Data records:
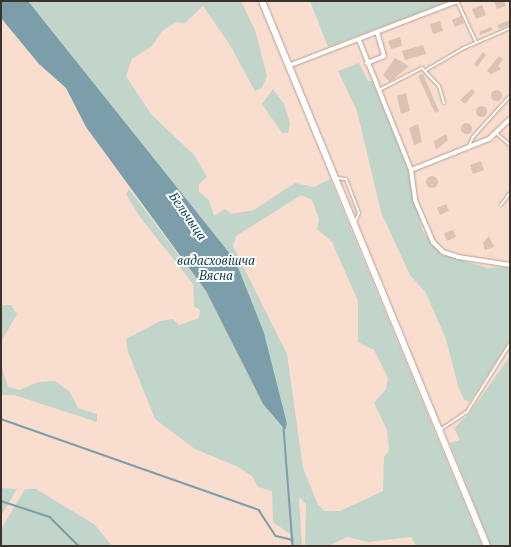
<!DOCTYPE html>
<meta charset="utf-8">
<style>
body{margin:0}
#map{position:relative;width:511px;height:547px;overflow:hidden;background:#f9ded0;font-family:"PT Serif",serif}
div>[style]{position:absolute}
.green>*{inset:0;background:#c2d5ca}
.water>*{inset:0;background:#7b9eaa}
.stream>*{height:1.5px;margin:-0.75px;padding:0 0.75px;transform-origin:0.75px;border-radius:0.75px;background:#7b9eaa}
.building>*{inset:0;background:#dbc2b3}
.round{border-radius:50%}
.roads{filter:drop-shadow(0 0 1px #b89f91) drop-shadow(0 0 1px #b89f91)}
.lane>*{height:2px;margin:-1px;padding:0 1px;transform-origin:1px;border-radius:1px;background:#fff}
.street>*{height:4px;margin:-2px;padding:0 2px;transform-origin:2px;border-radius:2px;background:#fff}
.primary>*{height:6px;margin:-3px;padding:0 3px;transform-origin:3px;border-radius:3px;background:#fff}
span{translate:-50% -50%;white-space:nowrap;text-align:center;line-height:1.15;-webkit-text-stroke:4px #fff;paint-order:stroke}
.water-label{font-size:13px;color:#043b49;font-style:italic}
.frame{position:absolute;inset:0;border:2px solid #3c322c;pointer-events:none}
</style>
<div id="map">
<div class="green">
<div style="clip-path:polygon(evenodd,28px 1px,241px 1px,255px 30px,267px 76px,262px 88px,255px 91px,230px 45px,203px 6px,185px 23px,176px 22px,162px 31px,152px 46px,132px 59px,126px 76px,151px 114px,194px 155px,207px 177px,199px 184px,199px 192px,209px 200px,214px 216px,225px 209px,231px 214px,254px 210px,295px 183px,314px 187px,330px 179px,482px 546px,416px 546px,411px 537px,368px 542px,347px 537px,328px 546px,305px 546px,306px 504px,299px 497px,302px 546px,291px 546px,290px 534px,273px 522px,272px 491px,258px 487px,252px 476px,238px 467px,195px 449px,155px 419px,128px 352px,126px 339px,160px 321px,173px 319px,179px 325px,199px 318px,200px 310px,194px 306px,193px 284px,140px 217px,126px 194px,129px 189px,206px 291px,263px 404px,284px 430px,287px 424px,235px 260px,28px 1px,301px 195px,312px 200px,319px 219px,317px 229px,332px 242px,358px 301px,358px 342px,374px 350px,388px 378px,386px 389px,374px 403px,387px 430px,389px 450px,384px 457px,383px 491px,340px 511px,325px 511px,318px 505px,303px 468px,287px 354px,233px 246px,236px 236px,301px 195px)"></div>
<div style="clip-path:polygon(310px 1px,450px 1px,328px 47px)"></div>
<div style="clip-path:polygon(359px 63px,368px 81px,372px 81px,409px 171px,422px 229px,431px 243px,443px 255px,488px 268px,510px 267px,510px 340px,470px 402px,464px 400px,458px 386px,446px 339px,426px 293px,410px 275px,381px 212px,357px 111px,338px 71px)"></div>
<div style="clip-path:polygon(273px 89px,284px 104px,290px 123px,288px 133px,282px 133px,262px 104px)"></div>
<div style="clip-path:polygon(1px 305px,11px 305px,17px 314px,1px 342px)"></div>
<div style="clip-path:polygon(510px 356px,510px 546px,491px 546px,450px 443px,460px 440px,454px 428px,469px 414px)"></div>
<div style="clip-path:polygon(1px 364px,8px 387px,20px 390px,38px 382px,55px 381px,70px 392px,78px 408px,97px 414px,97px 422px,14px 395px,1px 395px)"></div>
<div style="clip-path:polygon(1px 488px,17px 489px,1px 516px)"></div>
<div style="clip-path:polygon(25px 489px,36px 489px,94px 524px,112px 546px,1px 546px,1px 529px)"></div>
</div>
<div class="water">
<div style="clip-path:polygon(1px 1px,28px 1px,235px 260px,264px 333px,287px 424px,285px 430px,263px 404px,206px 291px,86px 127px,66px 88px,39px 64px,1px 18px)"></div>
</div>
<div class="stream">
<div style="left:1px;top:419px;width:274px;rotate:19.4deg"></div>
<div style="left:259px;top:510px;width:31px;rotate:57deg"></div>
<div style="left:276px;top:536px;width:17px;rotate:13deg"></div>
<div style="left:284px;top:428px;width:118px;rotate:85.6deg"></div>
<div style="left:1px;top:501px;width:52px;rotate:18.1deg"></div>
<div style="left:50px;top:517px;width:41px;rotate:45deg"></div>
</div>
<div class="building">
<div style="clip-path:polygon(494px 1px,504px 1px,506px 6px,497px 9px)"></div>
<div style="clip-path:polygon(482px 5px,486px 15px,476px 19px,472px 9px)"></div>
<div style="clip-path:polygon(461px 16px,464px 23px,455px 27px,452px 20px)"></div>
<div style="clip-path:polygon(510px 20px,510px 25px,499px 29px,497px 25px)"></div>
<div style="clip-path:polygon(440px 21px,443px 31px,433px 34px,430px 24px)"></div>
<div style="clip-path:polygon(491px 27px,493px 30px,480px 35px,479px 32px)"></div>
<div style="clip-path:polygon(400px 37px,402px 46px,391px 49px,388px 41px)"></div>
<div style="clip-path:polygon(423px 45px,426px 54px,405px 60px,402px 51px)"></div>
<div style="clip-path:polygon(483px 52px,486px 55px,477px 67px,474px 64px)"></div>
<div style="clip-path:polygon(499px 56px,503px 59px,498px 66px,501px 69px,491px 74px,487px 71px)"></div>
<div style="clip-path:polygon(395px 58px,409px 66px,390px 82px,383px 75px)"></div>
<div style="clip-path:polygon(423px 74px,439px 111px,435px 113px,418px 76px)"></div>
<div style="clip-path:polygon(472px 89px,475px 92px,465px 104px,460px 100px)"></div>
<div class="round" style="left:490.5px;top:89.5px;width:11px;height:11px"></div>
<div style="clip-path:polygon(406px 93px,410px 111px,401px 114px,397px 96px)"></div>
<div class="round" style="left:475.5px;top:105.5px;width:11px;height:11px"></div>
<div class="round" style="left:460.5px;top:122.5px;width:11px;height:11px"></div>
<div style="clip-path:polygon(418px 124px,422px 142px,414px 145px,409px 128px)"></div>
<div style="clip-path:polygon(446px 134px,448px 140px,436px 150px,434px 141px)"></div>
<div style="clip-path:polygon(481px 161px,484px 170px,473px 174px,470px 165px)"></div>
<div class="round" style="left:426px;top:176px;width:12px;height:12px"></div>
<div style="clip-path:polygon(446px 204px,449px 211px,440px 215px,437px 208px)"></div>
<div style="clip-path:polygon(453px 230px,456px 237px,447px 241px,444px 233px)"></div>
<div style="clip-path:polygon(489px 236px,494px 247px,485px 250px,483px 243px)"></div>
</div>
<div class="roads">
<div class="lane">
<div style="left:457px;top:1px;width:45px;rotate:65.1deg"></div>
<div style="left:426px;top:70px;width:44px;rotate:-30.1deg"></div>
<div style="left:464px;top:48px;width:50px;rotate:-23.5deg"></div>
<div style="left:379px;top:90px;width:48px;rotate:-27.1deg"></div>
<div style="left:422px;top:68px;width:25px;rotate:47deg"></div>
<div style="left:439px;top:86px;width:18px;rotate:74deg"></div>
<div style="left:497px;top:134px;width:17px;rotate:40deg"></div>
<div style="left:469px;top:146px;width:10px;rotate:-66deg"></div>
<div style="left:473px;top:137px;width:55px;rotate:-47.9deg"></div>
<div style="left:336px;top:178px;width:10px;rotate:6deg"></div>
<div style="left:346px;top:179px;width:36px;rotate:69deg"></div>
<div style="left:359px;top:213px;width:10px;rotate:114deg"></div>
<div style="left:501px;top:205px;width:15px;rotate:-53deg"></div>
<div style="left:440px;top:430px;width:32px;rotate:-34deg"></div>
<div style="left:467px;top:412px;width:80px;rotate:-57.7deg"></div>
</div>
<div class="street">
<div style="left:359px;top:40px;width:140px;rotate:68.2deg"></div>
<div style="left:411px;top:170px;width:30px;rotate:82deg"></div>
<div style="left:415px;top:200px;width:46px;rotate:66.8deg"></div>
<div style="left:433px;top:242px;width:14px;rotate:45deg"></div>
<div style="left:443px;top:252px;width:16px;rotate:18deg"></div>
<div style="left:458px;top:257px;width:53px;rotate:8.7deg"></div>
<div style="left:367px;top:63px;width:18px;rotate:-22deg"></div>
<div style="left:384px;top:56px;width:25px;rotate:-106deg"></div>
<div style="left:288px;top:66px;width:181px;rotate:-21deg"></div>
<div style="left:411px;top:170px;width:84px;rotate:-21.7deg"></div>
<div style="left:489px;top:139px;width:29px;rotate:-44deg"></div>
</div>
<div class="primary">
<div style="left:262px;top:1px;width:590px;rotate:67.57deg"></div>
</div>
</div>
<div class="water-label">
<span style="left:188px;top:216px;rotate:55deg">Бельчыца</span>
<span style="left:216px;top:268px">вадасховішча<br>Вясна</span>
</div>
<div class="frame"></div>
</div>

*Exercise aim*
Looking at the records above, how many lines contain "stream"? Only the number is needed.

*Response box*
2